Belief without knowledge is dangerous. If not immediately risky to the believer it can still endanger the believer’s world and harm others. Directly or indirectly, a false assumption leads to erroneous policy and action. Fundamentalist Christians promote several false beliefs and support them with fallacious arguments. Controversy around these notions wastes much time and energy among our people. Congressional houses have trouble enough reaching consensus on anything without issues smoking up from hot points of friction over misconceived ideas paraded as fact. The far right has several fundamentalist errors it shares with evangelical Christians.

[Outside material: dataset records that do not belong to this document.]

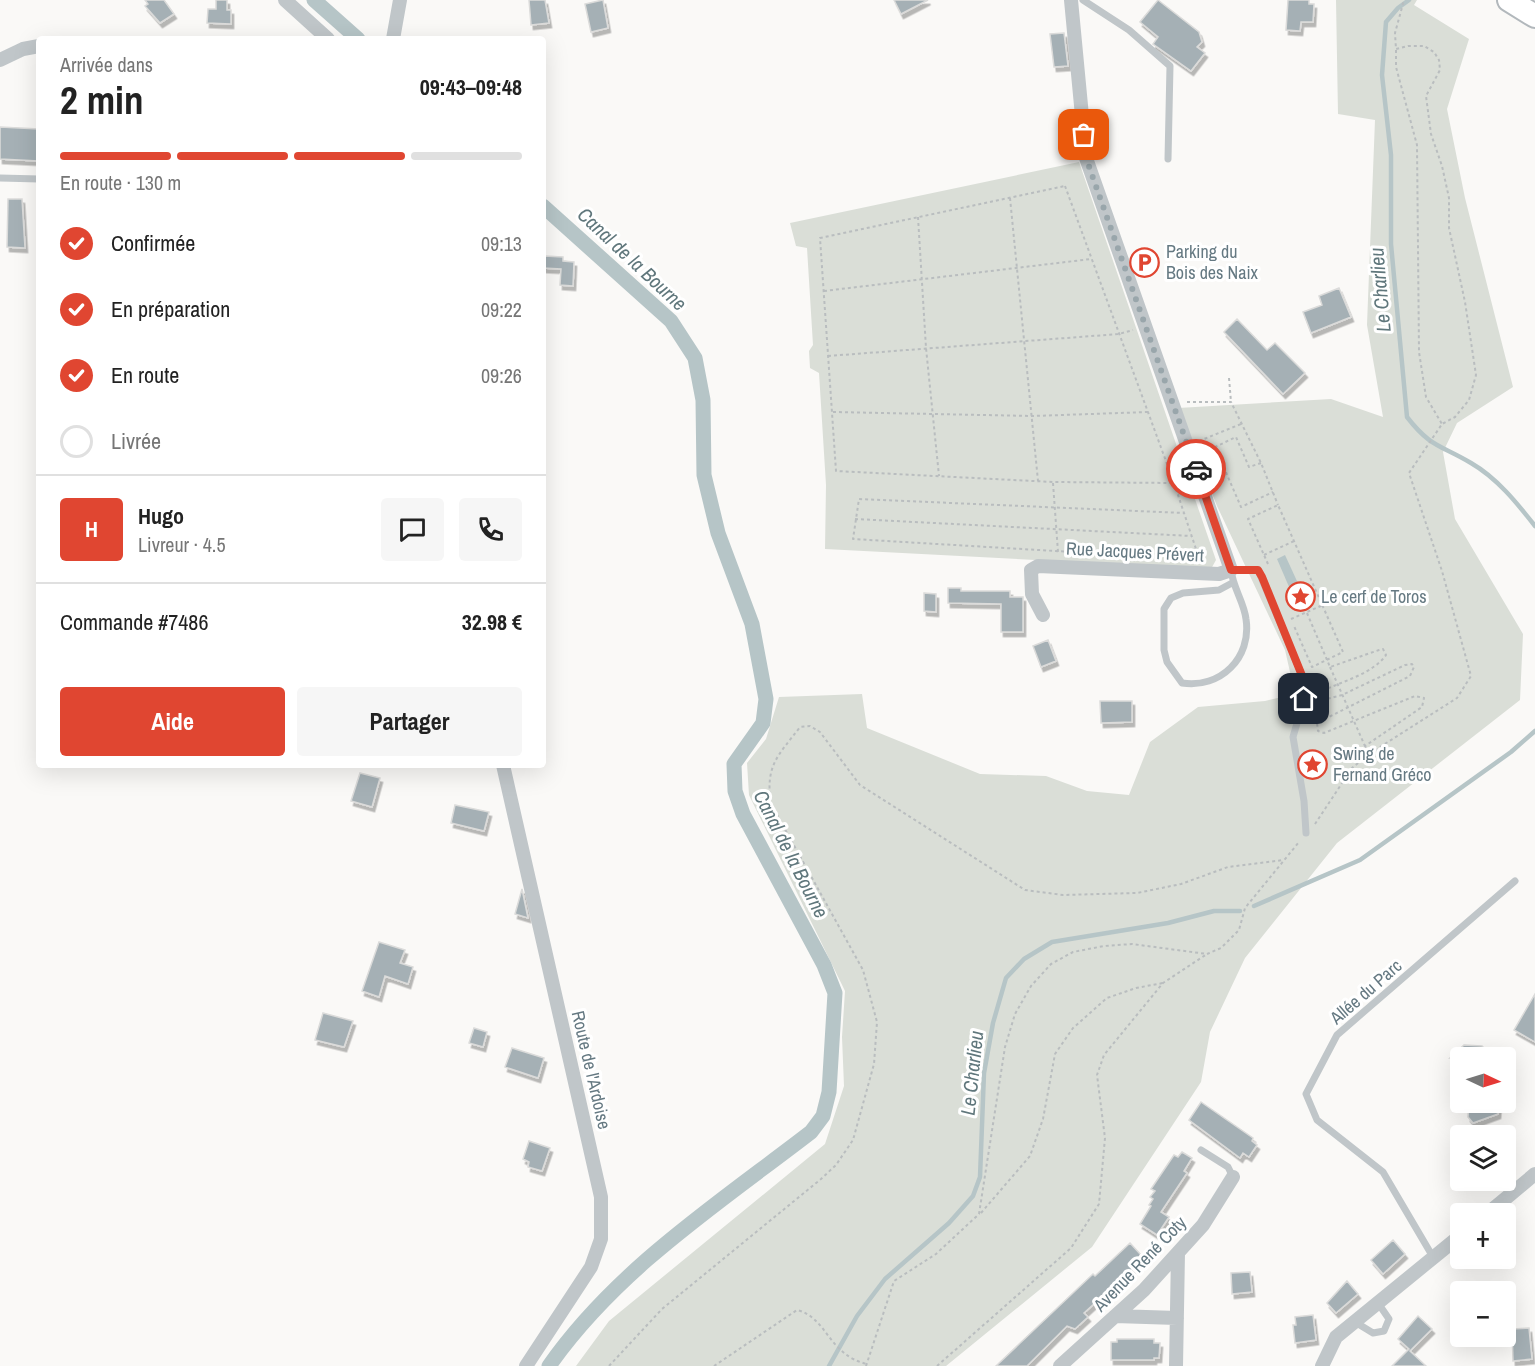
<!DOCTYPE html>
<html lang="fr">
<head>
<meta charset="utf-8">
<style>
	body { margin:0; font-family:"Archivo Narrow",sans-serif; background:#f6f6f6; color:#222; height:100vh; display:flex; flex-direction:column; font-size:22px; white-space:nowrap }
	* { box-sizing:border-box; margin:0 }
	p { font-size:20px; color:#767676 }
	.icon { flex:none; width:33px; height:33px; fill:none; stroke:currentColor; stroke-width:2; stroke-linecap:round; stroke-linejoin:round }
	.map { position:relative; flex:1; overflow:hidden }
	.side { position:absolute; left:36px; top:36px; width:510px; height:732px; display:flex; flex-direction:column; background:#fff; border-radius:6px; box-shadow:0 6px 24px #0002 }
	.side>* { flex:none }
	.needle { width:39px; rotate:94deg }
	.controls { position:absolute; left:1450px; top:1047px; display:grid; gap:12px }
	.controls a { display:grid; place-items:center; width:66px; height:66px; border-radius:6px; background:#fff; box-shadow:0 6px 24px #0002; font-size:30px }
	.pin { position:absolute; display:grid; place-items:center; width:51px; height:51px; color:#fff; margin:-26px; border-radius:12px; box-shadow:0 3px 9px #0006 }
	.courier { position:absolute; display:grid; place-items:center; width:60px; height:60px; margin:-30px; border:4px solid #e04631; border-radius:50%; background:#fff; color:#222; box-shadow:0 2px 8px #0007 }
	.head em { font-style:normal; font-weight:800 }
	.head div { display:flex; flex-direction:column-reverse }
	.head { display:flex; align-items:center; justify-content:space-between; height:102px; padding:0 24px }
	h1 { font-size:39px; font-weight:800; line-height:45px }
	.bar { display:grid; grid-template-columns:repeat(4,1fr); gap:9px 6px; align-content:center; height:72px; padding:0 24px }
	.bar i { height:8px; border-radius:4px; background:#e0e0e0 }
	.bar .current { background:#e04631 }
	.bar p { grid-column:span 4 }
	.line { display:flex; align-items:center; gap:15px; padding:0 24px; border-top:2px solid #e0e0e0 }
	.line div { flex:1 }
	.round { display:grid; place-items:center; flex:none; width:63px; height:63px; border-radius:6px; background:#f6f6f6 }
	ol { padding:0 24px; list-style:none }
	li { display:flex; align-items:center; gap:18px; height:66px }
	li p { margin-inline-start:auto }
	li .icon { padding:6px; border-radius:50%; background:#e04631; color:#fff; stroke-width:4 }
	li:last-child { color:#767676 }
	li i { width:33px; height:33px; border:3px solid #e0e0e0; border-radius:50% }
	.cta { display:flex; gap:12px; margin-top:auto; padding:12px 24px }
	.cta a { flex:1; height:69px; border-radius:6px; background:#e04631; color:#fff; font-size:24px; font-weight:800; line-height:69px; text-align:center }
	.cta a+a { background:#f6f6f6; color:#222 }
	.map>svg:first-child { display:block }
	.green { fill:#daded7 }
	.water { fill:#b6c5c7 }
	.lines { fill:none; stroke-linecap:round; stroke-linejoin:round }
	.stream { stroke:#b6c5c7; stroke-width:4.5 }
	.canal { stroke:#b6c5c7; stroke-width:15 }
	.building { fill:#a5b0b5; stroke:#dbdbda; stroke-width:1.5; filter:url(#shadow) }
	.primary-casing { stroke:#b2b8bc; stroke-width:26 }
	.path { stroke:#b9bdbf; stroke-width:2; stroke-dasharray:3 3; stroke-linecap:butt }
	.lane { stroke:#c0c6c9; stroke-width:7 }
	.street { stroke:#c0c6c9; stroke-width:14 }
	.primary { stroke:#fff; stroke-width:22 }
	.done { stroke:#99a6ab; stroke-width:6; stroke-dasharray:0 10.8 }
	.route { stroke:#e04631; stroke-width:8 }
	.labels { text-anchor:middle; stroke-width:6; stroke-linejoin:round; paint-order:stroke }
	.poi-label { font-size:18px; fill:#657982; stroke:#fff; text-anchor:start }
	.street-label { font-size:18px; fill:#657982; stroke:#fff }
	.water-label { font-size:20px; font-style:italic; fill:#60777c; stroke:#fff }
</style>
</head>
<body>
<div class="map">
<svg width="1535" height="1366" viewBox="0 0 1535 1366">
	<defs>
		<filter id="shadow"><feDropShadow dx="2.5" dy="4.5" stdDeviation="0" flood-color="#0004"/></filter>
	</defs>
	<rect width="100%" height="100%" fill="#faf9f7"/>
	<path class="green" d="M1336,0H1417L1414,5L1469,39L1447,109L1465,198L1513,387L1457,423L1443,452L1455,519L1523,634L1520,700L1337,843L1245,958L1210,1032L1201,1082L1092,1247L946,1366H576L609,1321L825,1144L844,1086L842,1037L845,991L749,795L747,763L766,739L779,697L862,694L867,728L980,774L1046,776L1087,791L1129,795L1150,742L1198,707L1265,701L1295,694L1285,650L1217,506L1178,408L1331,399L1383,417L1367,325L1375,120L1338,114Z
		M1079,162L1216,560L1211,569L825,549L826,485L819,373L810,368L809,351L813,345L807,248L796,246L790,223Z"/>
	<path class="water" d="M1285,555L1302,592L1293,596L1277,559Z"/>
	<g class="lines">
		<path class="stream" d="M1409,0L1398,8L1386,22L1382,75L1391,155V244L1407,417C1431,448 1441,445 1471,463C1497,478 1517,503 1535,526
			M1254,906L1360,860L1511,752L1535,731
			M829,1366L857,1316L885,1279L949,1223L973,1196L980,1177L984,1073L993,1023L1006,978L1024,959L1052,942L1168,923L1214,911H1240"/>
		<path class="canal" d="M314,0L358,39
			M543,206L671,321L695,358L703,400L704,475L718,533L752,624L766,699L763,723L734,764L735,791L743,814L824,965L835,993L829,1092L823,1116L811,1132C719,1203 617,1269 549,1366"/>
	</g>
	<path class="building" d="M145,0H164L174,14L160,23L145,6L148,4Z
		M216,0H227V10H231V24L207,23L208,9H216Z
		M529,0H545L549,23L531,25Z
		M603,0L608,28L591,32L585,4Z
		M894,0H928L901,14Z
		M1158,0L1199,32L1202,42L1197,47L1205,53L1191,71L1153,44L1158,37L1140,22Z
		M1288,0H1309V4H1314L1313,22H1301L1300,31L1286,30Z
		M1064,33L1068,66L1054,67L1050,34Z
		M0,127L39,129V161L0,159Z
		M8,199H22L25,248L7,247Z
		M544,256L563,257V261L574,262L573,286L560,285L561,269L543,268Z
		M1339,288L1351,317L1311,333L1303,312L1322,305L1319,296Z
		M1237,319L1267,350L1275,343L1305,373L1283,394L1224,332Z
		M948,588H961V591H1010V597H1023V632H1001V604L948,603Z
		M924,593L936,594V612L924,611Z
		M1048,640L1056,661L1041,667L1033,646Z
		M1100,701H1132V722L1101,723Z
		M360,773L380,778L372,807L351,801Z
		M455,805L489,812L484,831L451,823Z
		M522,889L528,918L515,914Z
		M379,942L405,950L400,963L413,967L408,984L385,976L379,997L362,991Z
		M1535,994V1042L1514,1030Z
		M323,1013L353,1021L344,1047L315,1040Z
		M474,1028L487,1032L483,1047L469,1043Z
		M1464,1045L1482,1046L1493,1058H1450Z
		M512,1048L544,1058L538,1078L505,1067Z
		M1201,1102L1253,1138L1252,1141L1257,1145L1249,1157L1243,1153L1240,1158L1189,1120Z
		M1469,1102H1499L1498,1114L1473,1123L1468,1117Z
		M529,1141L550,1148L542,1171L528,1167L529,1162L523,1159Z
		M1182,1152L1192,1158L1184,1171L1187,1173L1161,1212L1169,1217L1157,1235L1140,1224L1151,1206L1149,1205L1153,1199L1150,1197L1155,1191L1151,1189L1174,1155L1178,1157Z
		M1393,1240L1405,1254L1383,1274L1371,1260Z
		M1130,1243L1141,1255L1136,1260L1139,1263L1084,1313L1088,1317L1075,1329L1067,1326L1027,1366H996L1093,1274L1095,1276Z
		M1250,1272L1252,1292L1232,1294L1231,1273Z
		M1347,1281L1358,1294L1336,1313L1327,1303Z
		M1313,1315L1316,1340L1295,1343L1293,1325H1296L1295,1317Z
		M1418,1316L1432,1329L1410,1351L1426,1366H1392L1409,1349L1398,1339Z
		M1529,1328L1532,1359L1513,1361L1512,1329Z
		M1117,1339H1154V1343H1160L1159,1358H1154V1360H1111V1342H1117Z"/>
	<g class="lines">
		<defs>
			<path id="primary" d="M1509,0L1535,16"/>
		</defs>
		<use href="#primary" class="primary-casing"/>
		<path class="path" d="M1396,50V67L1417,145L1419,352L1426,397L1442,424
			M1065,186L1174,483L1053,482L836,471L820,238Z
			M1010,198L1038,481
			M918,217L926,348L939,476
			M824,291L1091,259
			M828,356L1119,334L1133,330
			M1229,378L1231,402
			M1187,402H1231L1261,463L1278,505
			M833,412L1033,416L1148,412
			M1199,441L1241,424
			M1261,463L1249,467L1236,437L1215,447L1241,507L1273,492
			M1053,483L1058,552
			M1174,483L1199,558
			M855,519L1191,536
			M1106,554L853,539L859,499L1184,513
			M1264,555L1294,541
			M1268,564L1248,519L1278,505L1343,652L1312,667L1294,626
			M1307,613L1330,667L1379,650L1383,649L1386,655C1373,674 1340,682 1320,692L1319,701L1342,695L1405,665L1412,664L1414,667L1410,676L1317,723L1318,731L1324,733L1415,696L1424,698L1422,707L1365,746L1369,753
			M1291,619L1323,605
			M1330,667L1365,746
			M1315,824L1352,768L1369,754L1457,698L1471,676L1442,571L1409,473L1442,424L1455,417L1469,400L1476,375L1465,302L1449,228V198L1442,166L1431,134L1426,96L1440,70L1439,60L1434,52L1424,46H1408L1396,49L1395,33L1404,0
			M981,1213L1030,1156L1043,1119L1055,1054L1073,1028L1107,998L1136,988L1163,983
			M609,1366L662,1309L821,1179L836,1165L853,1140L874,1064L877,1022L863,970L771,804C765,765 778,756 800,727L810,726L820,732L860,785L1025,890L1063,895L1137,893L1181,884L1228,867L1284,860
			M714,1366L797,1310C827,1317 828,1355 867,1364
			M866,1366L894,1281L936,1254L979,1214L1005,1047L1015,1014L1031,986L1051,964L1073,952L1104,946L1132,944L1207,954L1221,948L1239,930L1245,908L1299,842
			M937,1366L1071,1248L1099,1204L1105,1138L1097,1075L1104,1055L1163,983L1207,954"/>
		<path class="lane" d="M1083,0L1129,30L1170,66L1168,159
			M0,178L39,179
			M1232,583L1219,590L1183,593L1171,598L1164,609V650L1167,662L1182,683C1220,689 1252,658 1246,619C1244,602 1233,588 1231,570H1258L1303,678L1304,699L1293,737L1304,801L1306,833
			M1201,1150L1228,1167L1233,1177
			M1433,1257L1383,1172L1317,1120L1306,1094L1337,1035L1515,881
			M1355,1322L1373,1333L1384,1331L1389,1319L1378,1303"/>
		<path class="street" d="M285,0L328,39
			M393,39L400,0
			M0,60L23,49L39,46
			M1043,615L1032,594L1031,570L1038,566L1219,574L1231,570L1086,158L1071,0
			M503,765L601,1197V1239L591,1267L526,1366
			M1487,1214L1535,1174
			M1115,1316L1177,1318
			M1060,1366L1144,1290L1203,1225L1233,1177
			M1176,1366L1178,1253
			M1322,1366L1336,1337L1461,1235"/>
		<use href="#primary" class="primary"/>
	</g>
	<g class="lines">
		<path class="done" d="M1084,135L1086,158L1196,469"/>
		<path class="route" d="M1196,469L1231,570H1258L1262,577L1303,678L1304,699"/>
	</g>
	<defs>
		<symbol id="parking-ring" viewBox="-11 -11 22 22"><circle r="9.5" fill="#fff" stroke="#e04631" stroke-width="1.5"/><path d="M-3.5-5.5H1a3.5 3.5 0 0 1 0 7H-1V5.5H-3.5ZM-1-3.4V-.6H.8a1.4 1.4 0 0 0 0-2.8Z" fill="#e04631"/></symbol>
		<symbol id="sight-ring" viewBox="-11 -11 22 22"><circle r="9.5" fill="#fff" stroke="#e04631" stroke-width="1.5"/><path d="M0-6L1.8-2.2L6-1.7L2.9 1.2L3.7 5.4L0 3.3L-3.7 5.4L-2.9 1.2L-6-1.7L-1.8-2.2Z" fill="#e04631"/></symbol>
	</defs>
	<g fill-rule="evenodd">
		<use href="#parking-ring" x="1128" y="246" width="33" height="33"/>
		<use href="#sight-ring" x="1284" y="580" width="33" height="33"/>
		<use href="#sight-ring" x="1296" y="748" width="33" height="33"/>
	</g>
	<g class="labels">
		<g class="poi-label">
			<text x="1166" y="258">Parking du<tspan x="1166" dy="21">Bois des Naix</tspan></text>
			<text x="1321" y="603">Le cerf de Toros</text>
			<text x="1333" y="760">Swing de<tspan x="1333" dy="21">Fernand Gréco</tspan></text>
		</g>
		<g class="street-label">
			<text transform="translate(1135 552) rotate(3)" y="6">Rue Jacques Prévert</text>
			<text transform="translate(1366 992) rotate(-41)" y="6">Allée du Parc</text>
			<text transform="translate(591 1070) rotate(77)" y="6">Route de l'Ardoise</text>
			<text transform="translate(1140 1264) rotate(-46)" y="6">Avenue René Coty</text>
		</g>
		<g class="water-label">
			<text transform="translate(632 259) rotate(43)" y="7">Canal de la Bourne</text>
			<text transform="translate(1380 290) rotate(-95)" y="7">Le Charlieu</text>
			<text transform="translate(791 854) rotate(63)" y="7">Canal de la Bourne</text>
			<text transform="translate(972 1073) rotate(-84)" y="7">Le Charlieu</text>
		</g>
	</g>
</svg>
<div class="controls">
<a><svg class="needle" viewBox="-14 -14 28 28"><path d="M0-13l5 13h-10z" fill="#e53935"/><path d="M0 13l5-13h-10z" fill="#767676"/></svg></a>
<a><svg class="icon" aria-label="layers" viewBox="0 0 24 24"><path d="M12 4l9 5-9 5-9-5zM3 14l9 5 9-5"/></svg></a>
<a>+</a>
<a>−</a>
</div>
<div class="pin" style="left:1084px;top:135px;background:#ea580c"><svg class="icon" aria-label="bag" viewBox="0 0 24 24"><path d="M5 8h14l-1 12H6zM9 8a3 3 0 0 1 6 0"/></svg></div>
<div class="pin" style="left:1304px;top:699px;background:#1f2937"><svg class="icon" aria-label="home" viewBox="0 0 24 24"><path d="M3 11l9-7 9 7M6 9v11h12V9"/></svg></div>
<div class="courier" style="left:1196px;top:469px"><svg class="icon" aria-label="car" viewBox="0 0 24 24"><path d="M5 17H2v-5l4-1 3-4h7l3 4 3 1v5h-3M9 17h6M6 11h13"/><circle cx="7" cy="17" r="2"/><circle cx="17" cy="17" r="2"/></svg></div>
<section class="side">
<div class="head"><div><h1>2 min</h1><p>Arrivée dans</p></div><em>09:43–09:48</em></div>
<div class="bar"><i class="current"></i><i class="current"></i><i class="current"></i><i></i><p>En route · 130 m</p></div>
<ol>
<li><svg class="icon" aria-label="check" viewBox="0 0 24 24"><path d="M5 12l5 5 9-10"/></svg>Confirmée<p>09:13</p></li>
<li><svg class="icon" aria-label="check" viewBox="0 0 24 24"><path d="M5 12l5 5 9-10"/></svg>En préparation<p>09:22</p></li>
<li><svg class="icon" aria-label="check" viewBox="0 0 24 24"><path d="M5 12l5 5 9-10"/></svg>En route<p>09:26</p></li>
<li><i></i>Livrée</li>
</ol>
<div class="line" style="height:108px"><b class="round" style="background:#e04631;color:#fff">H</b><div><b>Hugo</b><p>Livreur · 4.5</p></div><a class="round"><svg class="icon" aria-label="chat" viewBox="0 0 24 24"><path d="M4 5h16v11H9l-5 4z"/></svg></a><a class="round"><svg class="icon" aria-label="phone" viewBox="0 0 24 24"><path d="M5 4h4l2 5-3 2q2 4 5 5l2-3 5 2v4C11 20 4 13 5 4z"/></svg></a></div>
<div class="line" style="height:78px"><div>Commande #7486</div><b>32.98 €</b></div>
<div class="cta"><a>Aide</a><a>Partager</a></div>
</section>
</div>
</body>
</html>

Just as destructive of good understanding and reasoning is the condition we can call SPD, “Standard Political Disconnect.” People who studied American Social Psychology started with works by the University of Chicago’s George Herbert Mead, namely, The Philosophy Of The Present, 1932, and Mind, Self And Society, 1934. Mead’s views became foundational to the field. While strongly influenced by Alfred North Whitehead and French philosophers including Henri Bergson, it must be understood, Mead was not the be-all and capstone of Social Psychology any more than Darwin epitomized all that would follow in the field of evolutionary biology. The foudation of a skyscraper should not be confused with the view from its topmost windows. Many are those of knee-high stature who are ready to reduce complex matters to the nonsense of sound-bites. SPD is shown in the failure of many people today to grasp the inseparable connection between individuals and society, the fact that personality and culture are distinct only in the words we have for them. They are indissoluably linked. Each member of the pair arises as a reflex of the other, two faces of one coin. Failure to understand their developmental unity results in a kind of un-sanity. Insanity is clinically defined but un-sanity is manifested at best as sub-optimal behavior and imperfect judgment.

Un-sanity characterizes both religious and political fundamentalism. Most people need but little observation of recent Wisconsin politics and Tea Party activity to sense that many have gone over the edge of sanity into outright, wild-eyed madness, the tell-tale mark of fanaticism. We have it here, among us.